Records for the task:
▼

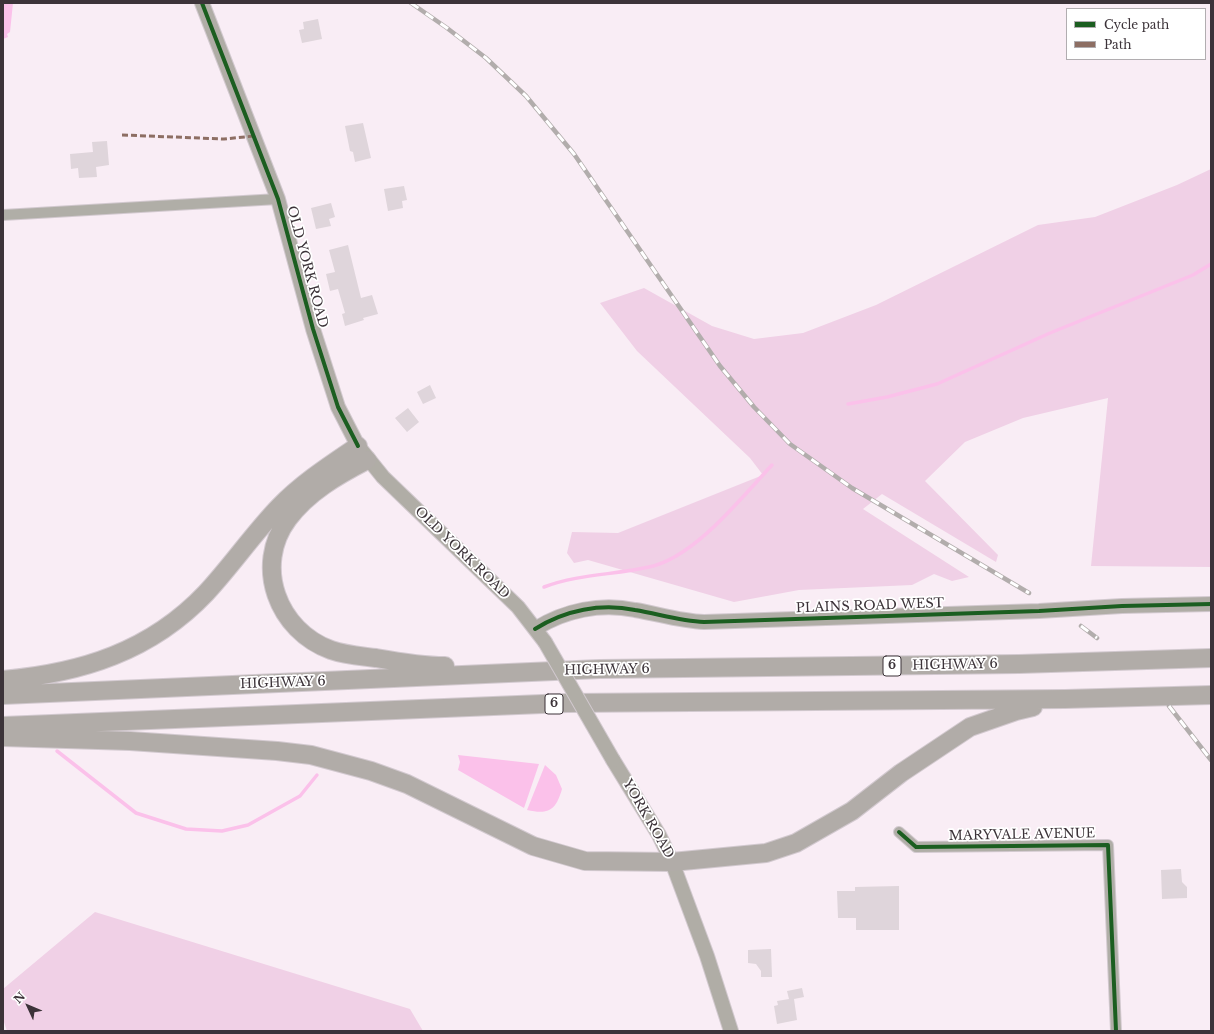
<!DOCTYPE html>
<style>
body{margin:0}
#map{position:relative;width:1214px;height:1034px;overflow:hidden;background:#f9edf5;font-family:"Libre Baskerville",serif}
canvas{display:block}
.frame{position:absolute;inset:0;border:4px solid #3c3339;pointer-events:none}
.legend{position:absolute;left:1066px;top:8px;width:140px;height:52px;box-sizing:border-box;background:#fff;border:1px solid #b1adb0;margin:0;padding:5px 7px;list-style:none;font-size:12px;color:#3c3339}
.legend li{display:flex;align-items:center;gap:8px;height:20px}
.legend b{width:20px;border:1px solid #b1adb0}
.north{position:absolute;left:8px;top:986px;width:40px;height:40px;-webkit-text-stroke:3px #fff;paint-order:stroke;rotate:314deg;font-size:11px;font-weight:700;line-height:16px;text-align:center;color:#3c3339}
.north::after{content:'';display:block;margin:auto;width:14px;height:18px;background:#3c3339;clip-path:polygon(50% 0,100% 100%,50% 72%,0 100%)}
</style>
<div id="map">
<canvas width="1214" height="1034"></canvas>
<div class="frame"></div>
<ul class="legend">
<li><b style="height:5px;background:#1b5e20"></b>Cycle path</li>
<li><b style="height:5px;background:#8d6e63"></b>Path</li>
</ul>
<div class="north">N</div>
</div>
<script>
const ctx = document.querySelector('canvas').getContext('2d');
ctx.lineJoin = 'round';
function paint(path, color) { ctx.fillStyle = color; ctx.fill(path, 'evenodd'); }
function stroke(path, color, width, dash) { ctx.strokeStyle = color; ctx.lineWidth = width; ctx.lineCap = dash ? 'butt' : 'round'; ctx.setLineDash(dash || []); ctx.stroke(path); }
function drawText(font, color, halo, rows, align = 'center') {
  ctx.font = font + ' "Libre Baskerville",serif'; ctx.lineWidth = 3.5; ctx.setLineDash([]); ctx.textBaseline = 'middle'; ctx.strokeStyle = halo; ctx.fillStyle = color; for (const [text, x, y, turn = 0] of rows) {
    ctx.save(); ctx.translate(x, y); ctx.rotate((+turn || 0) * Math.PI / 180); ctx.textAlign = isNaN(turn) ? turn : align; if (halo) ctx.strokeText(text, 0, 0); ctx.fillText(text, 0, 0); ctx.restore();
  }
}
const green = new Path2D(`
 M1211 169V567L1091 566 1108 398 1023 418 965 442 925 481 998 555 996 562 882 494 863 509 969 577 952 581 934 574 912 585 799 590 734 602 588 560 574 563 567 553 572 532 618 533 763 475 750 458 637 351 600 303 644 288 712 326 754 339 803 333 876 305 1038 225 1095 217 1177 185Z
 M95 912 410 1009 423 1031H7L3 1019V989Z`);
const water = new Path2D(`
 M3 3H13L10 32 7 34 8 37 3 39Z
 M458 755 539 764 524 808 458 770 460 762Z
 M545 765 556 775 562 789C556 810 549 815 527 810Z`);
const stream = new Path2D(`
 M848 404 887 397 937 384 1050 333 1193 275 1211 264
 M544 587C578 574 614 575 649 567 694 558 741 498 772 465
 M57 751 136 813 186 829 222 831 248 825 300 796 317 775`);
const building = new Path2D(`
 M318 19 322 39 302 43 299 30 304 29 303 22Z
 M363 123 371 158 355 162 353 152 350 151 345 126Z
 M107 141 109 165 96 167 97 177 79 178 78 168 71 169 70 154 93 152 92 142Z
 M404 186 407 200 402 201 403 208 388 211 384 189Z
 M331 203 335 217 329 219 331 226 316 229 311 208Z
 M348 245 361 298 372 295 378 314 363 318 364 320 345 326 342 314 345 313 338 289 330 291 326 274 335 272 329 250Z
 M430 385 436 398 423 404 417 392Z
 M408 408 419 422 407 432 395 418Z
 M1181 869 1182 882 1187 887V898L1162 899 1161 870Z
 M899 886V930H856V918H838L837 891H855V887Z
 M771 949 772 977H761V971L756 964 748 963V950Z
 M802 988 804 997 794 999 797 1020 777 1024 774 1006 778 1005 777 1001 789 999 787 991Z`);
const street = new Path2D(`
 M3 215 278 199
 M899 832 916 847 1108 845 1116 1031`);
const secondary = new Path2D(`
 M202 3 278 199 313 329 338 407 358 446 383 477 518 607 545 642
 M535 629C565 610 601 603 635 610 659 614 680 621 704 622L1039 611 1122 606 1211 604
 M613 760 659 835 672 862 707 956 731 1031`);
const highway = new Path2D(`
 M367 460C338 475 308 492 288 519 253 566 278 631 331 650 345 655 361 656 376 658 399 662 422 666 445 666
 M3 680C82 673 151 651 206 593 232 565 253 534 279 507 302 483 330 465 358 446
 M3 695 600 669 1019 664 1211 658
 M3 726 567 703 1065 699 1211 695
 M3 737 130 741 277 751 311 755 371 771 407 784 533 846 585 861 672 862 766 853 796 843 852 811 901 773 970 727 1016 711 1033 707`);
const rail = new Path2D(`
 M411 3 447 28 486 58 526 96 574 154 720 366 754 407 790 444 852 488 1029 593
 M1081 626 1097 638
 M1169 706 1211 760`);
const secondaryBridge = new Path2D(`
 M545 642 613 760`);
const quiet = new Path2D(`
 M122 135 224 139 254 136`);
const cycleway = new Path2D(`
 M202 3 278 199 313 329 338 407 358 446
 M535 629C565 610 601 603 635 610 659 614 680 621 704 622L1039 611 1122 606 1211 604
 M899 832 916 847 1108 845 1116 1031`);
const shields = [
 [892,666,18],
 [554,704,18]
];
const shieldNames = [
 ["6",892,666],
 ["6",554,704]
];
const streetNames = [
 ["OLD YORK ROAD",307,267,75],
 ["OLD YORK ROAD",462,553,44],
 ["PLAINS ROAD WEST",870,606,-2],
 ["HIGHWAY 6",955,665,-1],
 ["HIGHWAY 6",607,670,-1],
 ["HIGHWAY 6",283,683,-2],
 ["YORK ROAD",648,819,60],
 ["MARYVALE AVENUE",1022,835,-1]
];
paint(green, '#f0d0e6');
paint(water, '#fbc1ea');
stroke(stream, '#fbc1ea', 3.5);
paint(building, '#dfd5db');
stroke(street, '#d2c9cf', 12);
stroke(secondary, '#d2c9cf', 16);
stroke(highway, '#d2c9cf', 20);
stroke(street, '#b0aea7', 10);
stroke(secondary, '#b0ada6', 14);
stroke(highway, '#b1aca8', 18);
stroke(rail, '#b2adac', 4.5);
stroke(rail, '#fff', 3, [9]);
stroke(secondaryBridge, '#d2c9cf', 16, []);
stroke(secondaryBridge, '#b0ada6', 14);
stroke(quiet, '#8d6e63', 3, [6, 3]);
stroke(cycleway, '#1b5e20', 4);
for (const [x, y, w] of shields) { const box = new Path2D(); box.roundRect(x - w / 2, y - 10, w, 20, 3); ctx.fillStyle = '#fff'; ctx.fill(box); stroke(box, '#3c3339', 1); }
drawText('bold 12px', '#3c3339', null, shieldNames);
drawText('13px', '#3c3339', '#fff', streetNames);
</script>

▲
▼

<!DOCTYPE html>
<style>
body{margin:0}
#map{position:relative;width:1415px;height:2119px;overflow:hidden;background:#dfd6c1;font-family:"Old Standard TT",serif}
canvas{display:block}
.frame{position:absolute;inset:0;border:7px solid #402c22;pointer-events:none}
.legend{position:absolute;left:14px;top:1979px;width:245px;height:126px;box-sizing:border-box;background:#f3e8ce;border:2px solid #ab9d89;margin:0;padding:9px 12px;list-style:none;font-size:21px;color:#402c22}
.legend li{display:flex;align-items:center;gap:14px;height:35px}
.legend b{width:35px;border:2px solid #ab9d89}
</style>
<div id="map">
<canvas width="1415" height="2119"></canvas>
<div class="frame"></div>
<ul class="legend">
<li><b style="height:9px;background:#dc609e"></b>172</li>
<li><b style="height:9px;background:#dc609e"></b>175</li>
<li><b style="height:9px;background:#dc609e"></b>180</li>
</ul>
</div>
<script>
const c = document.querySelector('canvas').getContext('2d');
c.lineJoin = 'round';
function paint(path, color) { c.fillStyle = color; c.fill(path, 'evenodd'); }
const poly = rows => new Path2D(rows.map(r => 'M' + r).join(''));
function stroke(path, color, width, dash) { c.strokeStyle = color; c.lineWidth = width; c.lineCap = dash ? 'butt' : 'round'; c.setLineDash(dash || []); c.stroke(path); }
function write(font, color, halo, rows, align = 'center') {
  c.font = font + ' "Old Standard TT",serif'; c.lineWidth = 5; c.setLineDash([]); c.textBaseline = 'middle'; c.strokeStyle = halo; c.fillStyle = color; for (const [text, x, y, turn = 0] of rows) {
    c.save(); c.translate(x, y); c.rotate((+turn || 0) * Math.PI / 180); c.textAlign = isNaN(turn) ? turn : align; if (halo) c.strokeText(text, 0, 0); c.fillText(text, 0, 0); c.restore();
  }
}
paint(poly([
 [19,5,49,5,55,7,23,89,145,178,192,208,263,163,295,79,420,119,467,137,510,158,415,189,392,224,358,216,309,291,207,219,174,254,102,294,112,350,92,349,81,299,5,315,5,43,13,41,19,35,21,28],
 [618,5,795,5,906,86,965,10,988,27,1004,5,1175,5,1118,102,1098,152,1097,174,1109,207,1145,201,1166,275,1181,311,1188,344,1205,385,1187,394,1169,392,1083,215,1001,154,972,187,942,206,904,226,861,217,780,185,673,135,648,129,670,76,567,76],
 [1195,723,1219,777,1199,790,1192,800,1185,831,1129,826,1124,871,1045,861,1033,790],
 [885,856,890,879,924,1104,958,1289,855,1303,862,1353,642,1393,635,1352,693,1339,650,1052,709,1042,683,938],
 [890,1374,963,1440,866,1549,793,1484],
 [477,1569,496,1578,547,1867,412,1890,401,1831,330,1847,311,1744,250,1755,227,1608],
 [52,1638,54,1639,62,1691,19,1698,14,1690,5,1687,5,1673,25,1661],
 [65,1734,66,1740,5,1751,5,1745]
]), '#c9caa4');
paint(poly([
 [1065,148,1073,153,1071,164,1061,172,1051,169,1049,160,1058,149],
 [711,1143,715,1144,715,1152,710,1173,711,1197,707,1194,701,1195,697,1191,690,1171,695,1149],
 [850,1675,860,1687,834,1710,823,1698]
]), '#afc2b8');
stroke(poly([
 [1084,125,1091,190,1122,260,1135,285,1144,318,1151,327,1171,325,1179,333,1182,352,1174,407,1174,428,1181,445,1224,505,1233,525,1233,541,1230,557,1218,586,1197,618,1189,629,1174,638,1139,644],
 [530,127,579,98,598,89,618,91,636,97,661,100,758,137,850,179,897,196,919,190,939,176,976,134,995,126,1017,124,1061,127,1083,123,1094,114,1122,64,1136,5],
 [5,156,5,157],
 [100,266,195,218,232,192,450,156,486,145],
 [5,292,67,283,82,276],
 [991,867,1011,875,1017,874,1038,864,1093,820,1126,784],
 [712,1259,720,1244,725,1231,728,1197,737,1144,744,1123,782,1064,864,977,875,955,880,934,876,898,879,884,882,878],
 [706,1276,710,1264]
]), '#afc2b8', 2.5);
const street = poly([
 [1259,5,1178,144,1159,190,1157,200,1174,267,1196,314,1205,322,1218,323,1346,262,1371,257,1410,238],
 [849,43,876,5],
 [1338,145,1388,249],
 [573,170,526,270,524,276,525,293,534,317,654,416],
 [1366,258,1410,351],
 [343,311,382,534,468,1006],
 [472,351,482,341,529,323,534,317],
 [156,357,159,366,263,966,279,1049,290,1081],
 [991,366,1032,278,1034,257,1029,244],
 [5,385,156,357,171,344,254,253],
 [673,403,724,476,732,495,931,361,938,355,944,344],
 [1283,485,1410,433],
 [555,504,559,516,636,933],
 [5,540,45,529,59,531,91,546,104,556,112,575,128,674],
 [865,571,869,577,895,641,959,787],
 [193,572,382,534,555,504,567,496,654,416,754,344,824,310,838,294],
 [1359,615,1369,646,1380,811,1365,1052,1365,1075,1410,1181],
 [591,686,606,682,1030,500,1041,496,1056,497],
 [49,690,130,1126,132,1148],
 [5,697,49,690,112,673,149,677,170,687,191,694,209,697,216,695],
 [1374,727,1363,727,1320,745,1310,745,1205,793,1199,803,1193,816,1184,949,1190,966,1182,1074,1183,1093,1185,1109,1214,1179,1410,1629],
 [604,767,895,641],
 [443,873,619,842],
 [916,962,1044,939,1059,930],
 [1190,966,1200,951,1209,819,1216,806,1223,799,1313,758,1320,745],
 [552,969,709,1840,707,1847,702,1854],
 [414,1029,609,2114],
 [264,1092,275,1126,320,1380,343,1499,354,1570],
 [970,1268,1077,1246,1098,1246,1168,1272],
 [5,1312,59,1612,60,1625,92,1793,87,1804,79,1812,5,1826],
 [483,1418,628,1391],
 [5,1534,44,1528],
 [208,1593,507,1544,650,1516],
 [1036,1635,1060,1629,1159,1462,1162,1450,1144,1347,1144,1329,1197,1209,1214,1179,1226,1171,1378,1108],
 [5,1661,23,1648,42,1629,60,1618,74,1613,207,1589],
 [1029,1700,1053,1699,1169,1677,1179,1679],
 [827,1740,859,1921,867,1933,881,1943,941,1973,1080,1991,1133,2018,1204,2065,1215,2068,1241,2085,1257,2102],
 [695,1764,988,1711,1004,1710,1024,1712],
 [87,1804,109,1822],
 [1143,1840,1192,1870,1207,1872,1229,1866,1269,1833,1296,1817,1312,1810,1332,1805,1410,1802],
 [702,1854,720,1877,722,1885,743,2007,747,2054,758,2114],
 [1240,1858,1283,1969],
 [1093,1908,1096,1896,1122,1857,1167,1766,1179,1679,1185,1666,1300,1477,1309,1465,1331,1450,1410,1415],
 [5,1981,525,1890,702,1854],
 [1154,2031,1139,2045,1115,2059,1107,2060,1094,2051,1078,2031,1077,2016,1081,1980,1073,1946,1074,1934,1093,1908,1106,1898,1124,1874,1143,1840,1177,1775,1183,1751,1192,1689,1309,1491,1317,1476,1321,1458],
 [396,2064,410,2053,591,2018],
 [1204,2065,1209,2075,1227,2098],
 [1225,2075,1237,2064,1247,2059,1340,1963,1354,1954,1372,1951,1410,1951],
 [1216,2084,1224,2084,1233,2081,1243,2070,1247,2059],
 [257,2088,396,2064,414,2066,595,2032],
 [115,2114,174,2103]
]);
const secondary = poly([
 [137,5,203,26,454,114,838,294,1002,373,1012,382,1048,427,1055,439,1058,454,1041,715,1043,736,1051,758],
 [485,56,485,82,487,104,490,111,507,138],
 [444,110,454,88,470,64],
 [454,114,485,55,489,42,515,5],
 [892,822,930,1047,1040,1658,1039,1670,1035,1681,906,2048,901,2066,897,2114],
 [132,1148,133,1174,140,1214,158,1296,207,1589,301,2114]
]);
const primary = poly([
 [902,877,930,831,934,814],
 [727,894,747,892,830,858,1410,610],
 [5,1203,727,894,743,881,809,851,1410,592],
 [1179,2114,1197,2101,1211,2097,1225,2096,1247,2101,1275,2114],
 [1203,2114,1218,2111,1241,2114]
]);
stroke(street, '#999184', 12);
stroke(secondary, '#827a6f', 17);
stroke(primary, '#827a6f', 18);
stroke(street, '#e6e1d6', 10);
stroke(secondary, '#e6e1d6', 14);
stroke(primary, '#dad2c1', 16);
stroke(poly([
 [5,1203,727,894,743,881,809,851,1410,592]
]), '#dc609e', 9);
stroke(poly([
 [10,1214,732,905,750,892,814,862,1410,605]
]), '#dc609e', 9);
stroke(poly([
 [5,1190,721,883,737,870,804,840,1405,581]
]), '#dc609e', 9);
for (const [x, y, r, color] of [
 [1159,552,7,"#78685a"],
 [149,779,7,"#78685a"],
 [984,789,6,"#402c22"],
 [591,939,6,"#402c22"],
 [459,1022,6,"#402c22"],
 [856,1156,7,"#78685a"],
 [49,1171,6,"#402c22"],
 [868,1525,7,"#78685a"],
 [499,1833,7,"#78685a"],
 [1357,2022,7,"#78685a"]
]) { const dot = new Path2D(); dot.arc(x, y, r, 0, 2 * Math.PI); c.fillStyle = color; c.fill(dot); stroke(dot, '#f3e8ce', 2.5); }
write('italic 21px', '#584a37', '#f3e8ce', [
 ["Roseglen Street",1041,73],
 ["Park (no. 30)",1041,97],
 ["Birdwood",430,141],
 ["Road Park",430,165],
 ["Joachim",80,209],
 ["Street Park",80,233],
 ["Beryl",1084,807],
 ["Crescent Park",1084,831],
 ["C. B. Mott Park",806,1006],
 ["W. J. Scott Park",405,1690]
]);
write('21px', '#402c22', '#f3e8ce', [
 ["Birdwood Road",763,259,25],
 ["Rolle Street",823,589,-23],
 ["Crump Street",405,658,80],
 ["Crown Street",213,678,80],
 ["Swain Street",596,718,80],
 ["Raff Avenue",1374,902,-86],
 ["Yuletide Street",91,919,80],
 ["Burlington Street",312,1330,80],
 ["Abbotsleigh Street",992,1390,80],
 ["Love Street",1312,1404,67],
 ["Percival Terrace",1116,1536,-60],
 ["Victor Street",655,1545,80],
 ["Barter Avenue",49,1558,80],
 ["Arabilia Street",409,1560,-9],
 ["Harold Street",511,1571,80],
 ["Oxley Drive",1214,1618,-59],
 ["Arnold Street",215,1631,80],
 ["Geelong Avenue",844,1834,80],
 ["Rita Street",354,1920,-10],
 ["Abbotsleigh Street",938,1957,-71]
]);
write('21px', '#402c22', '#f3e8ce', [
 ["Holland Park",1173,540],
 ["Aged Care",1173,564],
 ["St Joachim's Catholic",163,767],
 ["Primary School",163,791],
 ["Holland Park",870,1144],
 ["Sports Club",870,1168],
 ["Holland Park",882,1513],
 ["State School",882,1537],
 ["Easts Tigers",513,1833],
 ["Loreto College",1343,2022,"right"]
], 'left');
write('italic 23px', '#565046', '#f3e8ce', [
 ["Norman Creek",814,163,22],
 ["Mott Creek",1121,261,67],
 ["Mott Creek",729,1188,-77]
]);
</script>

▲

Exercise:
Find each line in the listing above that contains "lineCap", and copy that line.

Response to this exercise:
function stroke(path, color, width, dash) { ctx.strokeStyle = color; ctx.lineWidth = width; ctx.lineCap = dash ? 'butt' : 'round'; ctx.setLineDash(dash || []); ctx.stroke(path); }
function stroke(path, color, width, dash) { c.strokeStyle = color; c.lineWidth = width; c.lineCap = dash ? 'butt' : 'round'; c.setLineDash(dash || []); c.stroke(path); }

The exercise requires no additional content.